Dirjen Udara Prediksi Pemudik Pesawat Meningkat 9,8 Persen

Noval Dhwinuari Antony - detikNews
Jumat, 23 Jun 2017 20:29 WIB
Dirjen Udara Prediksi Pemudik Pesawat Meningkat 9,8 Persen
Foto: Dirjen Perhubungan Udara Agus Santoso/Noval-detikcom
Jakarta - Direktur Jenderal (Dirjen) Perhubungan Udara Kemenhub Agus Santoso memprediksi pemudik yang menggunakan pesawat terbang tahun ini meningkat 9,8 persen. Tercatat sekitar 2,5 juta pemudik telah berangkat hingga malam tadi.

"Kami belum lihat (peningkatan pastinya), nanti waktu lebaran kami lihat kenaikannya seberapa jauh. Karena menurut prediksi kami, passenger yang diangkut pada tahun ini ada 5.400.000 penumpang. Sedangkan tahun lalu 4.900.000, nah ini berarti naik 9,8%," ujar Agus di Posko Terpadu Angkutan tahun 2017 Ruang Nanggala, Gedung Cipta lantai 7, Kementerian Perhubungan, Jakarta Pusat, Jumat (23/6/2017).

Agus menyebut hingga Kamis (23/6) malam, ada sekitar 2,5 juta pemudik yang menggunakan pesawat. "Tadi malam saya itu kira-kira ada 2,5 juta penumpang yang diangkut oleh transportasi udara," sebutnya.

SCROLL TO CONTINUE WITH CONTENT

Agus menyebut perlu penilaian cermat untuk mengetahui penyebab lonjakan pemudik yang menggunakan transportasi udara. Untuk mengantisipasi lonjakan pemudik, pihaknya mempersiapkan lebih banyak armada pesawat terbang.

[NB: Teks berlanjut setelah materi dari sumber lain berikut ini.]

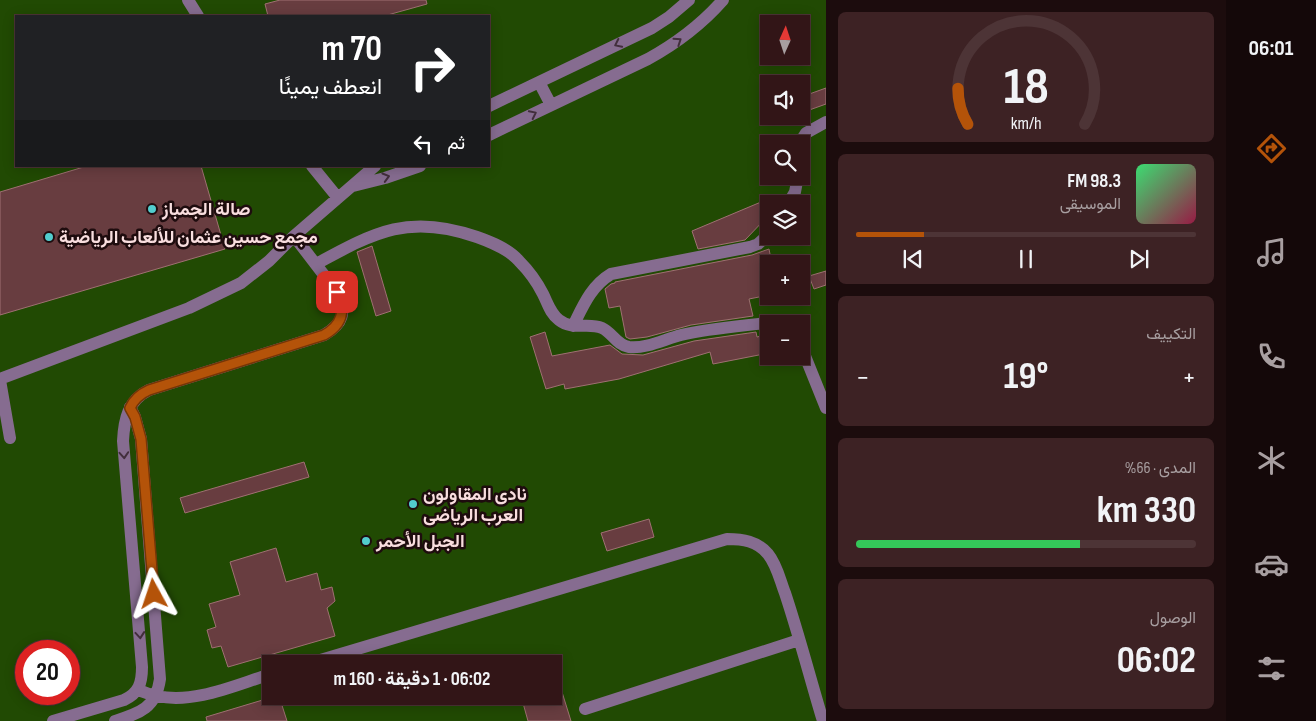 <!DOCTYPE html>
<html lang="ar">
<head>
<meta charset="utf-8">
<style>
	body { margin:0; font-family:"Sofia Sans Condensed",Vazirmatn,sans-serif; background:#3d2224; color:#f1f3f6; direction:rtl; height:100vh; display:flex; flex-direction:column; font-size:19px; white-space:nowrap }
	* { box-sizing:border-box; margin:0 }
	p { font-size:16px; color:#a89fa1 }
	.icon { flex:none; width:28px; height:28px; fill:none; stroke:currentColor; stroke-width:2; stroke-linecap:round; stroke-linejoin:round }
	.map { position:relative; flex:1; overflow:hidden; direction:ltr }
	.side { display:flex; flex-direction:column; gap:12px; padding:12px; background:#1c0c0d; width:400px }
	.side>* { flex:none }
	.banner { position:absolute; left:15px; top:15px; width:475px; height:152px; border-radius:0px; box-shadow:0 2px 12px #0003,0 0 0 1px #4d3436; direction:rtl; background:#202124; color:#fff; overflow:hidden }
	.needle { width:32px; rotate:3deg }
	.fabs { position:absolute; left:760px; top:15px; display:grid; gap:10px }
	.fabs a { display:grid; place-items:center; width:50px; height:50px; border-radius:0px; background:#321517; box-shadow:0 2px 12px #0003,0 0 0 1px #4d3436; font-size:25px }
	.speed { position:absolute; left:15px; top:640px; display:flex; gap:10px; font-size:25px; font-weight:700; text-align:center }
	.speed>* { display:grid; place-content:center; width:65px; height:65px; border-radius:50%; background:#321517; box-shadow:0 2px 12px #0003,0 0 0 1px #4d3436; line-height:1 }
	.speed .limit { border:8px solid #d22; background:#fff; color:#111 }
	.pin { position:absolute; display:grid; place-items:center; width:42px; height:42px; color:#fff; margin:-21px; border-radius:10px; box-shadow:0 2px 8px #0006 }
	.me { position:absolute; width:55px; margin:-28px; rotate:355deg; stroke-linejoin:round; filter:drop-shadow(0 0 4px #0008) }
	.turn { display:flex; align-items:center; gap:18px; height:105px; padding:0 25px; font-size:22px }
	.turn .icon { width:65px; height:65px; stroke-width:2.5 }
	.turn b { display:block; font-size:35px; line-height:42px }
	.then { display:flex; align-items:center; height:48px; padding:0 25px; background:#0003; gap:10px; font-size:19px }
	.big { font-size:38px; font-weight:700; line-height:1.1 }
	.side .tile { flex:1; display:flex; flex-direction:column; justify-content:center; gap:8px; min-width:0; padding:0 18px; border-radius:8px; background:#3d2224 }
	.side .dial { align-items:center; gap:0 }
	.dial svg { height:130px; overflow:visible; fill:none; stroke:#4d3436; stroke-width:7; stroke-linecap:round; text-anchor:middle }
	.dial text { fill:#f1f3f6; stroke:none }
	.song { display:flex; align-items:center; gap:15px }
	.cover { width:60px; height:60px; border-radius:8px; background:linear-gradient(135deg,hsl(140 70% 55%),hsl(340 70% 35%)) }
	.played { height:5px; border-radius:2px; background:linear-gradient(90deg,#b45309 20%,#4d3436 20%) }
	.keys { display:flex; justify-content:space-around; direction:ltr }
	.heat { display:flex; justify-content:space-between; align-items:center; font-size:28px; direction:ltr }
	.charge { height:8px; border-radius:4px; background:linear-gradient(90deg,#34c759 66%,#4d3436 0) }
	.trip { position:absolute; left:262px; top:655px; width:300px; height:50px; border-radius:0px; background:#321517; box-shadow:0 2px 12px #0003,0 0 0 1px #4d3436; font-weight:700; line-height:50px; text-align:center; direction:rtl }
	main { display:flex; flex:1; min-height:0 }
	.tab-bar { display:flex; flex-direction:column; width:90px; justify-content:space-around; align-items:center; background:#140809; color:#a89fa1 }
	.tab-bar .icon { width:35px; height:35px }
	.tab-bar .current { color:#b45309 }
	.tab-bar b { font-size:22px; color:#f1f3f6 }
	.map>svg:first-child { display:block }
	.green { fill:#214a03; fill-rule:evenodd }
	.building { fill:#683d40; stroke:#9f7072 }
	.lines { fill:none; stroke-linecap:round; stroke-linejoin:round }
	.minor { stroke:#866c90; stroke-width:12 }
	.oneway { stroke:#422e3c }
	.route-casing { stroke:#753606; stroke-width:12 }
	.route { stroke:#b45309; stroke-width:9 }
	.poi-dot { fill:#52cdce; stroke:#1e0c0e; stroke-width:2 }
	.labels { text-anchor:middle; stroke-width:5; stroke-linejoin:round; paint-order:stroke }
	.poi-label { font-size:18px; font-weight:bold; fill:#f9dedf; stroke:#1e0c0e; text-anchor:start }
</style>
</head>
<body>
<main>
<nav class="tab-bar">
<b>06:01</b>
<svg class="icon current" aria-label="directions" viewBox="0 0 24 24"><path d="M12 3l9 9-9 9-9-9zM9 14v-3h6M13 9l2 2-2 2"/></svg>
<svg class="icon" aria-label="music" viewBox="0 0 24 24"><path d="M9 18V5l10-2v13"/><circle cx="6" cy="18" r="3"/><circle cx="16" cy="16" r="3"/></svg>
<svg class="icon" aria-label="phone" viewBox="0 0 24 24"><path d="M5 4h4l2 5-3 2q2 4 5 5l2-3 5 2v4C11 20 4 13 5 4z"/></svg>
<svg class="icon" aria-label="climate" viewBox="0 0 24 24"><path d="M12 3v18M4 7l16 10M4 17L20 7"/></svg>
<svg class="icon" aria-label="car" viewBox="0 0 24 24"><path d="M5 17H2v-5l4-1 3-4h7l3 4 3 1v5h-3M9 17h6M6 11h13"/><circle cx="7" cy="17" r="2"/><circle cx="17" cy="17" r="2"/></svg>
<svg class="icon" aria-label="filters" viewBox="0 0 24 24"><path d="M4 7h16M4 17h16"/><circle cx="9" cy="7" r="2"/><circle cx="15" cy="17" r="2"/></svg>
</nav>
<section class="side">
<div class="tile dial"><svg viewBox="0 0 100 80">
<path d="M14 69A42 42 0 1 1 86 69"/>
<path d="M14 69A42 42 0 0 1 8 47" stroke="#b45309"/>
<text x="50" y="56" font-size="32" font-weight="700">18</text>
<text x="50" y="72" font-size="11">km/h</text>
</svg></div>
<div class="tile">
<div class="song"><i class="cover"></i><div><b>98.3 FM</b><p>الموسيقى</p></div></div>
<div class="played"></div>
<div class="keys"><svg class="icon" aria-label="previous" viewBox="0 0 24 24"><path d="M18 5L8 12l10 7zM5 5v14"/></svg><svg class="icon" aria-label="pause" viewBox="0 0 24 24"><path d="M8 5v14M16 5v14"/></svg><svg class="icon" aria-label="next" viewBox="0 0 24 24"><path d="M6 5l10 7-10 7zM19 5v14"/></svg></div>
</div>
<div class="tile"><p>التكييف</p>
<div class="heat"><a>−</a><b class="big">19°</b><a>+</a></div>
</div>
<div class="tile"><p>المدى · 66%</p><b class="big">330 km</b><div class="charge"></div></div>
<div class="tile"><p>الوصول</p><b class="big">06:02</b></div>
</section>
<div class="map">
<svg width="826" height="721" viewBox="0 0 826 721">
	<rect width="100%" height="100%" fill="#431c1f"/>
	<path class="green" d="M0 0H826V721H0ZM16 16H489V166H16ZM769 24H801V56H769ZM769 84H801V116H769ZM769 144H801V176H769ZM769 204H801V236H769ZM769 264H801V296H769ZM769 324H801V356H769ZM26 651H69V694H26ZM271 664H554V696H271Z"/>
	<path class="building" d="M280 0H426L427 4 384 16H268L265 4Z
		M826 88V104L801 113V97Z
		M87 166H201L225 249 0 315V192Z
		M761 202 768 216 745 240 698 249 692 231Z
		M372 246 391 311 376 316 357 252Z
		M769 249 772 264H769V295L749 299 753 316 691 325 647 337 630 339 626 337 620 306 609 308 605 289 611 284 615 283V282L752 255Z
		M826 271V285L814 289 809 276Z
		M545 332 552 356 610 345 622 354 643 355 694 341 756 332 757 337 769 334V353L713 364 710 352 619 379 565 389 564 384 546 389 530 337Z
		M304 462 309 477 185 513 180 498Z
		M649 519 654 537 607 551 601 533Z
		M276 548 286 582 317 573 321 590 332 587 335 601 327 608 335 636 228 667 221 646 212 648 207 630 216 627 209 604 240 595 230 562Z
		M562 692 571 721H528L523 703 547 696H554V694Z
		M276 696H279L287 721H207L206 717Z"/>
	<g class="lines">
		<path class="minor" d="M188 0 198 16
			M539 82 551 105
			M489 106 652 28 669 17 689 0
			M489 135 648 59C677 43 701 25 723 0
			M799 144 806 133 826 122
			M312 166 338 198
			M353 186 385 178 420 166
			M788 204 795 192 798 176
			M316 264C375 232 409 213 477 237 491 242 509 249 519 261 529 271 537 282 543 294 548 304 550 313 559 320 573 331 588 322 602 328 613 333 616 345 629 347 646 349 665 339 681 335 711 328 743 326 774 322L787 324
			M573 326C583 306 591 286 611 274L750 247 758 244 769 234
			M801 346 826 408
			M0 379 189 308 241 283 269 261 294 236 375 166
			M0 380 10 438
			M307 664 727 539C743 539 757 541 768 554 777 565 780 580 785 593 799 635 810 678 823 721
			M138 690C144 692 150 695 157 696 195 704 235 685 271 674
			M585 709 799 640
			M53 721 124 700C139 693 142 683 142 667L123 441C124 420 128 400 149 390L324 335C343 324 347 312 337 292L294 236
			M115 721C140 713 156 708 160 679L141 439 135 417 130 407"/>
	</g>
	<defs><path id="oneway-chevron" d="M-2-3.5L2.5 0L-2 3.5" fill="none" stroke-width="1.6" stroke-linecap="round" stroke-linejoin="round" transform="scale(1.25)"/></defs>
	<g class="oneway">
		<use href="#oneway-chevron" transform="translate(678 41) rotate(-34)"/>
		<use href="#oneway-chevron" transform="translate(618 44) rotate(154)"/>
		<use href="#oneway-chevron" transform="translate(533 114) rotate(-26)"/>
		<use href="#oneway-chevron" transform="translate(386 177) rotate(-16)"/>
		<use href="#oneway-chevron" transform="translate(124 455) rotate(86)"/>
		<use href="#oneway-chevron" transform="translate(140 635) rotate(85)"/>
	</g>
	<g class="lines">
		<g class="route-casing">
			<path id="route" d="M154 594 141 439 135 417 130 408C134 399 140 394 149 390L324 335C342 325 346 311 337 292"/>
		</g>
		<use href="#route" class="route"/>
	</g>
	<g class="poi-dot">
		<circle cx="152" cy="209" r="5"/>
		<circle cx="49" cy="237" r="5"/>
		<circle cx="413" cy="504" r="5"/>
		<circle cx="366" cy="541" r="5"/>
	</g>
	<g class="labels">
		<g class="poi-label">
			<text x="162" y="215">صالة الجمباز</text>
			<text x="59" y="243">مجمع حسين عثمان للألعاب الرياضية</text>
			<text x="423" y="500">نادى المقاولون<tspan x="423" dy="21">العرب الرياضى</tspan></text>
			<text x="376" y="547">الجبل الأحمر</text>
		</g>
	</g>
</svg>
<div class="fabs">
<a><svg class="needle" viewBox="-14 -14 28 28"><path d="M0-13l5 13h-10z" fill="#e53935"/><path d="M0 13l5-13h-10z" fill="#a89fa1"/></svg></a>
<a><svg class="icon" aria-label="sound" viewBox="0 0 24 24"><path d="M4 9h4l5-4v14l-5-4H4zM17 9q2 3 0 6"/></svg></a>
<a><svg class="icon" aria-label="search" viewBox="0 0 24 24"><circle cx="10" cy="10" r="6"/><path d="M15 15l6 6"/></svg></a>
<a><svg class="icon" aria-label="layers" viewBox="0 0 24 24"><path d="M12 4l9 5-9 5-9-5zM3 14l9 5 9-5"/></svg></a>
<a>+</a>
<a>−</a>
</div>
<div class="speed"><div class="limit">20</div></div>
<div class="pin" style="left:337px;top:292px;background:#d93025"><svg class="icon" aria-label="arrive" viewBox="0 0 24 24"><path d="M6 21V4h12l-3 4 3 4H6"/></svg></div>
<svg class="me" style="left:154px;top:594px" viewBox="-20 -20 40 40"><path d="M0-17L14 15 0 8-14 15z" fill="#b45309" stroke="#fff" stroke-width="4"/></svg>
<div class="trip">06:02 · 1 دقيقة · 160 m</div>
<div class="banner">
<div class="turn"><svg class="icon" aria-label="right" viewBox="0 0 24 24"><path d="M7 20v-9h11M14 6l5 5-5 5"/></svg><div><b>70 m</b>انعطف يمينًا</div></div>
<div class="then">ثم<svg class="icon" aria-label="left" viewBox="0 0 24 24"><path d="M17 20v-9H6M10 6l-5 5 5 5"/></svg></div>
</div>
</div>
</main>
</body>
</html>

"Kemudian jam operasi airport juga diperpanjang. Misal kita lihat di Halim pukul 22.00 WIB sudah lengang. Tapi nanti kenapa masih dibuka, karena ada pendaratan yang terjadi pada pukul 24.00 WIB. Kita memberikan fasilitas kepada masyarakat supaya nanti yang ingin mudik bisa tertampung utamanya lewat udara," katanya.

Tahun ini ada 14 maskapai dengan 532 pesawat yang disediakan untuk Mudik Lebaran tahun 2017. Dirjen Udara Kemenhub juga menambah jam operasi beberapa bandara besar.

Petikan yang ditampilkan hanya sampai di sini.